┌──

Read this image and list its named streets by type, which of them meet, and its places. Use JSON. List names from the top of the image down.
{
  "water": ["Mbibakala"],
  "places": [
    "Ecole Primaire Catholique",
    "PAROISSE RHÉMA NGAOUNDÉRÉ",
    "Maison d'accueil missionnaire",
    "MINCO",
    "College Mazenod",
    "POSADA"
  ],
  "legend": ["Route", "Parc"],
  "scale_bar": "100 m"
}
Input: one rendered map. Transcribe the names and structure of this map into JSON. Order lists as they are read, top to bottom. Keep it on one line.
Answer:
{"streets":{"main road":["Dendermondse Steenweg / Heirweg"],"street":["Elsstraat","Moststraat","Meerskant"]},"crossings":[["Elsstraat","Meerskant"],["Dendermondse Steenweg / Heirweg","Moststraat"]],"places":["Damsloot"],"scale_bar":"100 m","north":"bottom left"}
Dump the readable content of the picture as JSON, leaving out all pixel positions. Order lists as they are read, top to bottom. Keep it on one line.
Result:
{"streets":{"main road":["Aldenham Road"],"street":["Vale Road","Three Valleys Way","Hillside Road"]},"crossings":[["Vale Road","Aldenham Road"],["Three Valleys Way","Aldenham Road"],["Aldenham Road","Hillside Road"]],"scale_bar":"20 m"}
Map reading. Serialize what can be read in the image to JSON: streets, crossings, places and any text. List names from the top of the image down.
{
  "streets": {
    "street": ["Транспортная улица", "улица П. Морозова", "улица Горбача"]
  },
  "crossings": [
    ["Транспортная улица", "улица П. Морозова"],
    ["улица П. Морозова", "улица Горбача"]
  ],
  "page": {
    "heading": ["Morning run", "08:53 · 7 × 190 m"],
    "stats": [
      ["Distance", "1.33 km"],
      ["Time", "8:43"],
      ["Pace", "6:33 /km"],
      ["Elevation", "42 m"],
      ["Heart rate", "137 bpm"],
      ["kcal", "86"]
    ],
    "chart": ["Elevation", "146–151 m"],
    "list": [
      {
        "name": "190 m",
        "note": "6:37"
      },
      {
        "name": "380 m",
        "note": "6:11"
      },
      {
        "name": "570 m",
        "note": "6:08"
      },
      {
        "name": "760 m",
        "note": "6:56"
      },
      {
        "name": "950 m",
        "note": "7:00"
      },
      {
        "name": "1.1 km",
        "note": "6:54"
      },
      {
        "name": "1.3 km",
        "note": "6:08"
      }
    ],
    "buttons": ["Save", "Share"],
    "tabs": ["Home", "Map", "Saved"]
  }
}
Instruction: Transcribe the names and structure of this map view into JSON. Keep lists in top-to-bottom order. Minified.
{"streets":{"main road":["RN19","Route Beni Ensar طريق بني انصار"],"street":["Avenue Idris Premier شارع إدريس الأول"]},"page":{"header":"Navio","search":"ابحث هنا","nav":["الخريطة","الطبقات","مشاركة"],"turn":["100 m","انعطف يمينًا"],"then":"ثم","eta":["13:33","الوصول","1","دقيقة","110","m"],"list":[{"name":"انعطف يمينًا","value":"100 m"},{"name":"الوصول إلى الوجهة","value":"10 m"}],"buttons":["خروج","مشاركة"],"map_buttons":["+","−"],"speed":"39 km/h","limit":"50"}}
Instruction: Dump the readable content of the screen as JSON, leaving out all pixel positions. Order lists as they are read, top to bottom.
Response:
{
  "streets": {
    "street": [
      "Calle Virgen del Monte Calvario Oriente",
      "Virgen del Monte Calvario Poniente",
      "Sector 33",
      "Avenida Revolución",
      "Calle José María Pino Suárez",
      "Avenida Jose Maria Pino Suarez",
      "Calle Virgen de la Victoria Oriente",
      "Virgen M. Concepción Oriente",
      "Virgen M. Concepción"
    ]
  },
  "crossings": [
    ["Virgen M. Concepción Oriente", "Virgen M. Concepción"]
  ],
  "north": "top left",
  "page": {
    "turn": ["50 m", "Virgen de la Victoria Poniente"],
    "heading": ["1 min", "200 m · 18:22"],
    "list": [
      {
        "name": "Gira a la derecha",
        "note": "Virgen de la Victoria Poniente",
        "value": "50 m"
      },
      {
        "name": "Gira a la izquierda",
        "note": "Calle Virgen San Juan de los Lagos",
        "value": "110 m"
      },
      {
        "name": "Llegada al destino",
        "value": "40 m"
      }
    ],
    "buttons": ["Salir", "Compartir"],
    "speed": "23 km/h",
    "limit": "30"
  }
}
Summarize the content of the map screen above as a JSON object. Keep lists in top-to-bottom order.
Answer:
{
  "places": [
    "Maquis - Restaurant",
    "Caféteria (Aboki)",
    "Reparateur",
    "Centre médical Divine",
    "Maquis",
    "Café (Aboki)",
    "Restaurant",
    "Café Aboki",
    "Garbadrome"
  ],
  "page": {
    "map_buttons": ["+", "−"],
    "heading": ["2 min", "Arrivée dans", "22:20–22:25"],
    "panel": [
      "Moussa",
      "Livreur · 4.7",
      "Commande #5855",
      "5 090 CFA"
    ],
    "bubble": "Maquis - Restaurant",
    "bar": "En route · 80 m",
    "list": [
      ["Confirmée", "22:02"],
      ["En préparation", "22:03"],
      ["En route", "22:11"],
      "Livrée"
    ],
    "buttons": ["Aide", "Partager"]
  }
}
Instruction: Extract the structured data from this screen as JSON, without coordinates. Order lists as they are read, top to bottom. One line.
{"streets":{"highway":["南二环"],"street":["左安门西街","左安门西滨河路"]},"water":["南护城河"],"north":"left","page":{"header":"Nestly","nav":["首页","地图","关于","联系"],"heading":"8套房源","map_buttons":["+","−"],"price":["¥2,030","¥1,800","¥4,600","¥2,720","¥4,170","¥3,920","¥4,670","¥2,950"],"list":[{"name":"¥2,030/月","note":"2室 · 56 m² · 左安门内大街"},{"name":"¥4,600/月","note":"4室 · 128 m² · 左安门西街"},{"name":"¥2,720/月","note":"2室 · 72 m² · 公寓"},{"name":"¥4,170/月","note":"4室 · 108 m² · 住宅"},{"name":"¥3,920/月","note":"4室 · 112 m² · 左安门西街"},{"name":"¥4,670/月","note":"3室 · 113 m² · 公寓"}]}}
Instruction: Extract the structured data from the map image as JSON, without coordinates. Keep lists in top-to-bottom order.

└──

◆ Work request ◆
Using the records above, list each line that includes "positions".

◆ Solution for this problem ◆
Dump the readable content of the picture as JSON, leaving out all pixel positions. Order lists as they are read, top to bottom. Keep it on one line.
Instruction: Dump the readable content of the screen as JSON, leaving out all pixel positions. Order lists as they are read, top to bottom.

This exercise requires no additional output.